• [WHAT YOU NEED TO DO] Lines to restate from the data below: from the one containing "content:''; display:block; margin:auto;" to the one containing "59px,622px 116px,565px 137px,550px", both included. Give them again exactly, and only them.

• [RECORDED INFORMATION]
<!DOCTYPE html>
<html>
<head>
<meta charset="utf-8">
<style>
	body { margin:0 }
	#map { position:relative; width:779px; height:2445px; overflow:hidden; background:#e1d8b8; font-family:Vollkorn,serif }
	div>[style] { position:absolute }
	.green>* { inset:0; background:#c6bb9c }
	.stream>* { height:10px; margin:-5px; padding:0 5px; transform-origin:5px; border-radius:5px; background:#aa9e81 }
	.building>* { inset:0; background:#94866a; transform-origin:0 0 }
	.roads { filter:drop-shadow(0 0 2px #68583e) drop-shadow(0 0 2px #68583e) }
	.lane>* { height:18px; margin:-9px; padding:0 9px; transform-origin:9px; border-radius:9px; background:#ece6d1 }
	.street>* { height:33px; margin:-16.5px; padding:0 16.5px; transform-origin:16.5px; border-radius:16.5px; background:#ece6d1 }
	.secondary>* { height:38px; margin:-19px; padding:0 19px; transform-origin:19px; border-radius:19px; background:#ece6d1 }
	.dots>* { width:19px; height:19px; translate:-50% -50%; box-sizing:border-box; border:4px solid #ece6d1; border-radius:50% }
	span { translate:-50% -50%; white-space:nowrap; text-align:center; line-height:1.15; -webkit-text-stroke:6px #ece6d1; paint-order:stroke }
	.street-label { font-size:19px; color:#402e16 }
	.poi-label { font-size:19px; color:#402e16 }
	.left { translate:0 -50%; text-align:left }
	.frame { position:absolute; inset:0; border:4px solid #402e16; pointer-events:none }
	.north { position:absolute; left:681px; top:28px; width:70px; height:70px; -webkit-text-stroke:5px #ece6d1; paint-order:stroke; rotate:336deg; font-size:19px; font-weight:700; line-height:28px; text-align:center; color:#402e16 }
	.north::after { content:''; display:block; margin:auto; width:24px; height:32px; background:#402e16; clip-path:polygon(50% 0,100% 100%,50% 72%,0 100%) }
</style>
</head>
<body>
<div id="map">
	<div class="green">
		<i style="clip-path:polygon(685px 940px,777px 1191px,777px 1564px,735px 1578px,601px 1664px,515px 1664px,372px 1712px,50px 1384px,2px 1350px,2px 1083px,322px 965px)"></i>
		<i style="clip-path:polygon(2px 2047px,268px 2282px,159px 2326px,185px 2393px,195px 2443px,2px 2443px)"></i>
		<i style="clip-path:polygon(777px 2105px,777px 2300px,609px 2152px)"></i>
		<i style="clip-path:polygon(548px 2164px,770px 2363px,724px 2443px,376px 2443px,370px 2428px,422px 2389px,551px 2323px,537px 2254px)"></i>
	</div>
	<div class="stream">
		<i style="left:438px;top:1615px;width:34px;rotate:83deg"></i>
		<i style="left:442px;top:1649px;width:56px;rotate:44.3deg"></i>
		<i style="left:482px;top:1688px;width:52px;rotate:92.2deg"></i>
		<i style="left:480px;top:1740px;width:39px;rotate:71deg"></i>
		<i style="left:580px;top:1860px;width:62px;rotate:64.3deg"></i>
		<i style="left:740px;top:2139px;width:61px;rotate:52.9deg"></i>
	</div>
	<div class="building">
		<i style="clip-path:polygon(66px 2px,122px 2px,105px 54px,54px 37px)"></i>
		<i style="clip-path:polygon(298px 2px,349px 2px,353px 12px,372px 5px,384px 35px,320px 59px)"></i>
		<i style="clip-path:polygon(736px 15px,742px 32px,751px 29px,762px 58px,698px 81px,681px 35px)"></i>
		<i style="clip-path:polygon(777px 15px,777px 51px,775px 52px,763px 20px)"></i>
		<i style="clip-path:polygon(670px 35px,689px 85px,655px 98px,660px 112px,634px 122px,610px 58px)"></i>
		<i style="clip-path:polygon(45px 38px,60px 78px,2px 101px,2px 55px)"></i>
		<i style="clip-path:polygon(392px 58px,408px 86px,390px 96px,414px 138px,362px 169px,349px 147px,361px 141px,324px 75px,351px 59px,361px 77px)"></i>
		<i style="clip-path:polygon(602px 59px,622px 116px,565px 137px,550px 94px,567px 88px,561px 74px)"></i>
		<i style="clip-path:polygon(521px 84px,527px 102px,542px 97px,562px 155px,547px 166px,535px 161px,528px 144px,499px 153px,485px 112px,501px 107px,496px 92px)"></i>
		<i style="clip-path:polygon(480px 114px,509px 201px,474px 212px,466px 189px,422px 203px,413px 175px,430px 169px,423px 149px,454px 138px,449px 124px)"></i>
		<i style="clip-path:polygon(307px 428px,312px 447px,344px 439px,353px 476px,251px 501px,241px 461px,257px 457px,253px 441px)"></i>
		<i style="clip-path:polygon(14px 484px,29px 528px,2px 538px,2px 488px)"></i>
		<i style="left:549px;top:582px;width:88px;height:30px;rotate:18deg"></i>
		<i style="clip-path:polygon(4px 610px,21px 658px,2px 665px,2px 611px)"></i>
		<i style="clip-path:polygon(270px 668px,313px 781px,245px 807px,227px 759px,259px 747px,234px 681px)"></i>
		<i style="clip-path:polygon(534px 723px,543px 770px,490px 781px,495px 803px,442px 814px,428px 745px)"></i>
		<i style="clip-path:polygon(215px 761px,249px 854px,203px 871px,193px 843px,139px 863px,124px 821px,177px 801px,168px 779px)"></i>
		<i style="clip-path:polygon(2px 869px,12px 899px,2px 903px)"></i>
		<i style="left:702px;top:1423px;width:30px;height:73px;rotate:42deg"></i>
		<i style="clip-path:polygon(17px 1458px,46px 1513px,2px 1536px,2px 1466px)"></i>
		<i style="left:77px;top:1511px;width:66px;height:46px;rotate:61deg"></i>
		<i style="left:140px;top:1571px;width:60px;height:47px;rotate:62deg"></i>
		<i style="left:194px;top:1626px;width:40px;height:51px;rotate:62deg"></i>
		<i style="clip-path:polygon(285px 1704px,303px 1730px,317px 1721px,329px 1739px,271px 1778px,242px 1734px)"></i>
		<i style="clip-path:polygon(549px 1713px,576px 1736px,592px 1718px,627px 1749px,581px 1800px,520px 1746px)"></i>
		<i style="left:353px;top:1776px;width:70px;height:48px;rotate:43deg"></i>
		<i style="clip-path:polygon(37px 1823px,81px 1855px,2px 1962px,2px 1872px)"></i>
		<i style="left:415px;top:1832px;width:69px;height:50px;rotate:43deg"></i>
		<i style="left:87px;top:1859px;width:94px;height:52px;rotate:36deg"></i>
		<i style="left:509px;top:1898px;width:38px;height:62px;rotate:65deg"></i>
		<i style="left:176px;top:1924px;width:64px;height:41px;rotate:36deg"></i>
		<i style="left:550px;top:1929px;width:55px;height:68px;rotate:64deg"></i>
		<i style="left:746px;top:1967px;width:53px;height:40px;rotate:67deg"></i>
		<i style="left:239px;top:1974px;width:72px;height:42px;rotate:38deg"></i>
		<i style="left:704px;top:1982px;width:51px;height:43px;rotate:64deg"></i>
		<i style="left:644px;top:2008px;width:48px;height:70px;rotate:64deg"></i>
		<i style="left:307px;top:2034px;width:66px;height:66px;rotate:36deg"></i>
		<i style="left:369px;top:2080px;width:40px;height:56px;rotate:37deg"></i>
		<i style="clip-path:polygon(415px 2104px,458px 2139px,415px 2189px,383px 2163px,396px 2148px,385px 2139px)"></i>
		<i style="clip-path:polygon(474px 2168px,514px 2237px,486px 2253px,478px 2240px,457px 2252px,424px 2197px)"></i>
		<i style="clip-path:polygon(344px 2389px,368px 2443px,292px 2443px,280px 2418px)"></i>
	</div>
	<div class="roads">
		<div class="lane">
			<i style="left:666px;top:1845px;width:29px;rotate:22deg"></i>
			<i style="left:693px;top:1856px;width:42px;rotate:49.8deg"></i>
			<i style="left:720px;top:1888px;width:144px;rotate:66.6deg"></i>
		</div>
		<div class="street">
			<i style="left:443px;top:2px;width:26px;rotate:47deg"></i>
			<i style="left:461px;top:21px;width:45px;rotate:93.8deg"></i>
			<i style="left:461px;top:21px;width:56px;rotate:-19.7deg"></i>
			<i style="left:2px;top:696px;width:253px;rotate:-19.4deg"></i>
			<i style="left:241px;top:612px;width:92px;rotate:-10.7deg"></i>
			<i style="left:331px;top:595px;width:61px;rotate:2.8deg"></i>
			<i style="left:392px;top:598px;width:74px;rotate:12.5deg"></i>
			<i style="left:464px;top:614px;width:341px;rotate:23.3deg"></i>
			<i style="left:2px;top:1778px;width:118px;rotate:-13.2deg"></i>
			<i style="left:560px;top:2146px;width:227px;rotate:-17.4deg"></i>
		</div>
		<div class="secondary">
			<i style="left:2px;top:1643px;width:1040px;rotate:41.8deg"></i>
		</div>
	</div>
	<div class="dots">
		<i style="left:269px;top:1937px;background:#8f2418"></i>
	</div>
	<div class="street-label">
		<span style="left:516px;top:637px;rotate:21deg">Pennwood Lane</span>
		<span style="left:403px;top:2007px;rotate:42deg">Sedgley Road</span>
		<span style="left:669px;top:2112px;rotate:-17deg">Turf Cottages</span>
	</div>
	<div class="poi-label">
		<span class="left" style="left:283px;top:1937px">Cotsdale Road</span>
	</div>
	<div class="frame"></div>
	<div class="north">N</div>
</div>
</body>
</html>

• [OUTPUT]
	.north::after { content:''; display:block; margin:auto; width:24px; height:32px; background:#402e16; clip-path:polygon(50% 0,100% 100%,50% 72%,0 100%) }
</style>
</head>
<body>
<div id="map">
	<div class="green">
		<i style="clip-path:polygon(685px 940px,777px 1191px,777px 1564px,735px 1578px,601px 1664px,515px 1664px,372px 1712px,50px 1384px,2px 1350px,2px 1083px,322px 965px)"></i>
		<i style="clip-path:polygon(2px 2047px,268px 2282px,159px 2326px,185px 2393px,195px 2443px,2px 2443px)"></i>
		<i style="clip-path:polygon(777px 2105px,777px 2300px,609px 2152px)"></i>
		<i style="clip-path:polygon(548px 2164px,770px 2363px,724px 2443px,376px 2443px,370px 2428px,422px 2389px,551px 2323px,537px 2254px)"></i>
	</div>
	<div class="stream">
		<i style="left:438px;top:1615px;width:34px;rotate:83deg"></i>
		<i style="left:442px;top:1649px;width:56px;rotate:44.3deg"></i>
		<i style="left:482px;top:1688px;width:52px;rotate:92.2deg"></i>
		<i style="left:480px;top:1740px;width:39px;rotate:71deg"></i>
		<i style="left:580px;top:1860px;width:62px;rotate:64.3deg"></i>
		<i style="left:740px;top:2139px;width:61px;rotate:52.9deg"></i>
	</div>
	<div class="building">
		<i style="clip-path:polygon(66px 2px,122px 2px,105px 54px,54px 37px)"></i>
		<i style="clip-path:polygon(298px 2px,349px 2px,353px 12px,372px 5px,384px 35px,320px 59px)"></i>
		<i style="clip-path:polygon(736px 15px,742px 32px,751px 29px,762px 58px,698px 81px,681px 35px)"></i>
		<i style="clip-path:polygon(777px 15px,777px 51px,775px 52px,763px 20px)"></i>
		<i style="clip-path:polygon(670px 35px,689px 85px,655px 98px,660px 112px,634px 122px,610px 58px)"></i>
		<i style="clip-path:polygon(45px 38px,60px 78px,2px 101px,2px 55px)"></i>
		<i style="clip-path:polygon(392px 58px,408px 86px,390px 96px,414px 138px,362px 169px,349px 147px,361px 141px,324px 75px,351px 59px,361px 77px)"></i>
		<i style="clip-path:polygon(602px 59px,622px 116px,565px 137px,550px 94px,567px 88px,561px 74px)"></i>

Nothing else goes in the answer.